Task details: Below are entries. Reproduce exactly the lines between the line holding "2 1 2 8 2 1" and the line holding "<!-- built -->", inclusive, and only those.

Records from a dataset
=====
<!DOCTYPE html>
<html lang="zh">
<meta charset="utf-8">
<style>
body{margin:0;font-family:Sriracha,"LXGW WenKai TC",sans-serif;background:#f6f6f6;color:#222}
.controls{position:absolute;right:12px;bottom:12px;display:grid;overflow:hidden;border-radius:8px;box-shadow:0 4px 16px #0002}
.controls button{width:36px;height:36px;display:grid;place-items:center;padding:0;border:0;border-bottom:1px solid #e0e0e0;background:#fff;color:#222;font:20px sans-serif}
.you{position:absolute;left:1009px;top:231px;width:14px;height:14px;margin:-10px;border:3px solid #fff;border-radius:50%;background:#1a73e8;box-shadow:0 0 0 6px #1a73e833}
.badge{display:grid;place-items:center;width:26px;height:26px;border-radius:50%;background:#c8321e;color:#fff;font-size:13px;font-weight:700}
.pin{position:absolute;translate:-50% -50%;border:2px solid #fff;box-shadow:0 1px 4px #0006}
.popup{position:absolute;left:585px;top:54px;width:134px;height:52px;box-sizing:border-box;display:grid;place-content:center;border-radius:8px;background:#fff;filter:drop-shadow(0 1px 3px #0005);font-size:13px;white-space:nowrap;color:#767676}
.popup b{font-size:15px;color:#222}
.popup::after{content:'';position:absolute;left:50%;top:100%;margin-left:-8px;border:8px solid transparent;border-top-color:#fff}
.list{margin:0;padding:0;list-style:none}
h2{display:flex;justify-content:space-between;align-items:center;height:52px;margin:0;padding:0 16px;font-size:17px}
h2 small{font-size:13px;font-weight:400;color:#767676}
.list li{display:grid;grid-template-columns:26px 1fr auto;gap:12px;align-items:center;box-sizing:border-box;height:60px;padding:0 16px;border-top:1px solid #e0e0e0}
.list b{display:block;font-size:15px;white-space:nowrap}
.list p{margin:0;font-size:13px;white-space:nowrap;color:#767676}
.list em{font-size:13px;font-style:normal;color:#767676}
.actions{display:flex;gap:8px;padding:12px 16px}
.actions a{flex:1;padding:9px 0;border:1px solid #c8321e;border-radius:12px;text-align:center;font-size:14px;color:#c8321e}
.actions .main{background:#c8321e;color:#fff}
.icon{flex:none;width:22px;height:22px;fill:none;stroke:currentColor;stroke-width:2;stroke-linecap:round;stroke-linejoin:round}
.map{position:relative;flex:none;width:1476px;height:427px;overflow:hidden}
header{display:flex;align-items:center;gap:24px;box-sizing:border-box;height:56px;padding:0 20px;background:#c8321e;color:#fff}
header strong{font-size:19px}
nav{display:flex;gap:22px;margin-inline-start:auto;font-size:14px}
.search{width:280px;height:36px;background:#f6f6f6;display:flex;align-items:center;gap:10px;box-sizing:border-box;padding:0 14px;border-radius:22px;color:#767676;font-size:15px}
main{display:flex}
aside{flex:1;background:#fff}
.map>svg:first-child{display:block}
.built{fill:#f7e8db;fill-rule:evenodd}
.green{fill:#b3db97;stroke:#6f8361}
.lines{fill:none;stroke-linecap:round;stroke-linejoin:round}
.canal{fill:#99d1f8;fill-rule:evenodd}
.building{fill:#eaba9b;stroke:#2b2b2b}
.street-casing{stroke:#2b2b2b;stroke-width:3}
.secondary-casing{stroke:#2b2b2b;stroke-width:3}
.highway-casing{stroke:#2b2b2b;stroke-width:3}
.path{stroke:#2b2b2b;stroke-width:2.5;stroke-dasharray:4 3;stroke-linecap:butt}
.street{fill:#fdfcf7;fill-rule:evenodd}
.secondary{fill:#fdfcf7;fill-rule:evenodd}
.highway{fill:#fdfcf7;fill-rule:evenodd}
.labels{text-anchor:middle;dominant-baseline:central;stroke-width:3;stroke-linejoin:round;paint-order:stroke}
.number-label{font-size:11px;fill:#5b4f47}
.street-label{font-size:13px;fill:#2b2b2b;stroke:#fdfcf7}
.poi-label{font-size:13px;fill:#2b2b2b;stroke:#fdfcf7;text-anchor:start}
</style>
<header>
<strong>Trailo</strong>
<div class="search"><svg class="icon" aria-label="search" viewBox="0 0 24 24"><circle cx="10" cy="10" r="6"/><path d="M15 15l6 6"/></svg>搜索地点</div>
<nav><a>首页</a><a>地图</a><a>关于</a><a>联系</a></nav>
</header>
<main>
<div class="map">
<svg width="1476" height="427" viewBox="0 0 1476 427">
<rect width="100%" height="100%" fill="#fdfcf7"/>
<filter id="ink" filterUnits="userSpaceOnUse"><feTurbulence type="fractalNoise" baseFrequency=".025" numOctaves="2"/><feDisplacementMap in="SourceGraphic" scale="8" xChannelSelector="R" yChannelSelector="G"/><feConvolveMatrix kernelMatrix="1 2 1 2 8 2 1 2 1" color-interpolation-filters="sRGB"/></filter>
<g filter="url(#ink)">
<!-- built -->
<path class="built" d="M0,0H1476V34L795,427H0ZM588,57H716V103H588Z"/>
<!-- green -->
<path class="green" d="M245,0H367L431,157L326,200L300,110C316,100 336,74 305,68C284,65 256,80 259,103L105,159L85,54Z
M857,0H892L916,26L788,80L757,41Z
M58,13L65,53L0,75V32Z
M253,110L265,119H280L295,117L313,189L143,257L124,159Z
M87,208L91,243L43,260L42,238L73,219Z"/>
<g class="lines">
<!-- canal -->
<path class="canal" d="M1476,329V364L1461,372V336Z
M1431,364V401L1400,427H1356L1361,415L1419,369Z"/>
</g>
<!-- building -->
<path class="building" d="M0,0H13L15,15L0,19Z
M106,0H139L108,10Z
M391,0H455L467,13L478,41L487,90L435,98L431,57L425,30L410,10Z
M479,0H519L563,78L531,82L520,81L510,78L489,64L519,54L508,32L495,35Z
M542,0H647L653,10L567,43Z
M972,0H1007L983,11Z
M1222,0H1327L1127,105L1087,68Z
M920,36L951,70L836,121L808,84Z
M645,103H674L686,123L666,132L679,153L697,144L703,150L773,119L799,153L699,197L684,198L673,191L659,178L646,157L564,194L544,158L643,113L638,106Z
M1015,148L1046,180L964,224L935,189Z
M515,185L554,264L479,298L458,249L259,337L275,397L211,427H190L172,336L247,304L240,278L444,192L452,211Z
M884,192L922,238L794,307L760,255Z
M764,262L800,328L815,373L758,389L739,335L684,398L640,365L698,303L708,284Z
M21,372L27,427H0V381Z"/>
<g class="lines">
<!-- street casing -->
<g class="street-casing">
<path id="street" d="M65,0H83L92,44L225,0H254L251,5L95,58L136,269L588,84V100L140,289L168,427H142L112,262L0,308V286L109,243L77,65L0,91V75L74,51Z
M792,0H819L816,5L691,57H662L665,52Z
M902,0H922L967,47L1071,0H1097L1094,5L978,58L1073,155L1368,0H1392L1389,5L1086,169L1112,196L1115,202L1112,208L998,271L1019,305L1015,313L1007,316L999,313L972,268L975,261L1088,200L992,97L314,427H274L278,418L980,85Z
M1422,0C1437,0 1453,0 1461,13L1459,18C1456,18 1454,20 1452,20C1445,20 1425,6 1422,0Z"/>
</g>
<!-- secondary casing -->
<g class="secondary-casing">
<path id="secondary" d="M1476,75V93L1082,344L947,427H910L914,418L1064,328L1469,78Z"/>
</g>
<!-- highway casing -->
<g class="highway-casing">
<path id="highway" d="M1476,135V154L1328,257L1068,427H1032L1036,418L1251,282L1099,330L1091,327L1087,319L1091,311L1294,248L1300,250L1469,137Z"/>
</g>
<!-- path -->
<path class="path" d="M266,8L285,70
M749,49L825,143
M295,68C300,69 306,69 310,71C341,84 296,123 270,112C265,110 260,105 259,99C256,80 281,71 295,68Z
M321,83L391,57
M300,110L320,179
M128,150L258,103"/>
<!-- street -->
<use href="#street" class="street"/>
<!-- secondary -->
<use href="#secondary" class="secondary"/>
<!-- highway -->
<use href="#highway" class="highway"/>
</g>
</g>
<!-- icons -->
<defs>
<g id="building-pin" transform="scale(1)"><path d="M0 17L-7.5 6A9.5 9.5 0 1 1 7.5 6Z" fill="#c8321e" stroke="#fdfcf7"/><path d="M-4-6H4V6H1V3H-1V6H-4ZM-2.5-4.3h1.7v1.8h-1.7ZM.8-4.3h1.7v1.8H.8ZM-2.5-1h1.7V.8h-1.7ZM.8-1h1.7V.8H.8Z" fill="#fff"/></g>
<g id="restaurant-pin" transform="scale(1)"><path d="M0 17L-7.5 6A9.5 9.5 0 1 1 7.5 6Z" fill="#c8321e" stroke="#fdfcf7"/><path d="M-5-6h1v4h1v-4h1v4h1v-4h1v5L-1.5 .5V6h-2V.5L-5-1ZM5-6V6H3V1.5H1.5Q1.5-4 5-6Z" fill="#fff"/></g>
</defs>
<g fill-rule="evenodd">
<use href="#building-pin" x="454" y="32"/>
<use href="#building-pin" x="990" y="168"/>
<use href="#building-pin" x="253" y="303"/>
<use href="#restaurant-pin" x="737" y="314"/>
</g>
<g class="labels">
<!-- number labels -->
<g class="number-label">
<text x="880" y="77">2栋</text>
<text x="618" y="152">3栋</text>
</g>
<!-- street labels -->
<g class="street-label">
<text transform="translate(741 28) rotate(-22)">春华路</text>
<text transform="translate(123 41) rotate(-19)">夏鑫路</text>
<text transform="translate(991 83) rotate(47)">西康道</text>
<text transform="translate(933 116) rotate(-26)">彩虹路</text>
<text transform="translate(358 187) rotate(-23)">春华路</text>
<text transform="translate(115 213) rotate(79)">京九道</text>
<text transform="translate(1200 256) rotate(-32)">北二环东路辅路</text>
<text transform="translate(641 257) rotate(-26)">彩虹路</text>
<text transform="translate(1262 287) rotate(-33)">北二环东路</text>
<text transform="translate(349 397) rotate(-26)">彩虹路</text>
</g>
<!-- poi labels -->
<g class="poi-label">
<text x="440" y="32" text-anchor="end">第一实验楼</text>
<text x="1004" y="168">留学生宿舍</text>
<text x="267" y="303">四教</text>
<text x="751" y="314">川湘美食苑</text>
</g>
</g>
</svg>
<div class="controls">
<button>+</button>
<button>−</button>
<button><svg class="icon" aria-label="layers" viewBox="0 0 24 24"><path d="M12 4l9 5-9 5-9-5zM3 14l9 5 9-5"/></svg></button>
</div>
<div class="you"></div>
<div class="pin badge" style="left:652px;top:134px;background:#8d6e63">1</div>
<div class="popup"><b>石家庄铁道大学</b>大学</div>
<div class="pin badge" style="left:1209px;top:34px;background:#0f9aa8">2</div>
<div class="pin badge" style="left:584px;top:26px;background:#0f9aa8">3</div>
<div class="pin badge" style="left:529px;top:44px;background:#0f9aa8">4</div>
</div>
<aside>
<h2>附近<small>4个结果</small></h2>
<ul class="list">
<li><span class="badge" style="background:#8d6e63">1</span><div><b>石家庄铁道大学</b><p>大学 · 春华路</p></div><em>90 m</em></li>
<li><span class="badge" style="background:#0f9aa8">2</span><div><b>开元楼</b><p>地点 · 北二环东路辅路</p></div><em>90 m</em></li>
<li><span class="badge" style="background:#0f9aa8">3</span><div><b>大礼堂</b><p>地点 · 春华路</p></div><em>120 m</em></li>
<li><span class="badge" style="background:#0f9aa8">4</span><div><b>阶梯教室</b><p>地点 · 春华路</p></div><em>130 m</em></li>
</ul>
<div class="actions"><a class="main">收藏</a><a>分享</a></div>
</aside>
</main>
=====
Response to the task:
<filter id="ink" filterUnits="userSpaceOnUse"><feTurbulence type="fractalNoise" baseFrequency=".025" numOctaves="2"/><feDisplacementMap in="SourceGraphic" scale="8" xChannelSelector="R" yChannelSelector="G"/><feConvolveMatrix kernelMatrix="1 2 1 2 8 2 1 2 1" color-interpolation-filters="sRGB"/></filter>
<g filter="url(#ink)">
<!-- built -->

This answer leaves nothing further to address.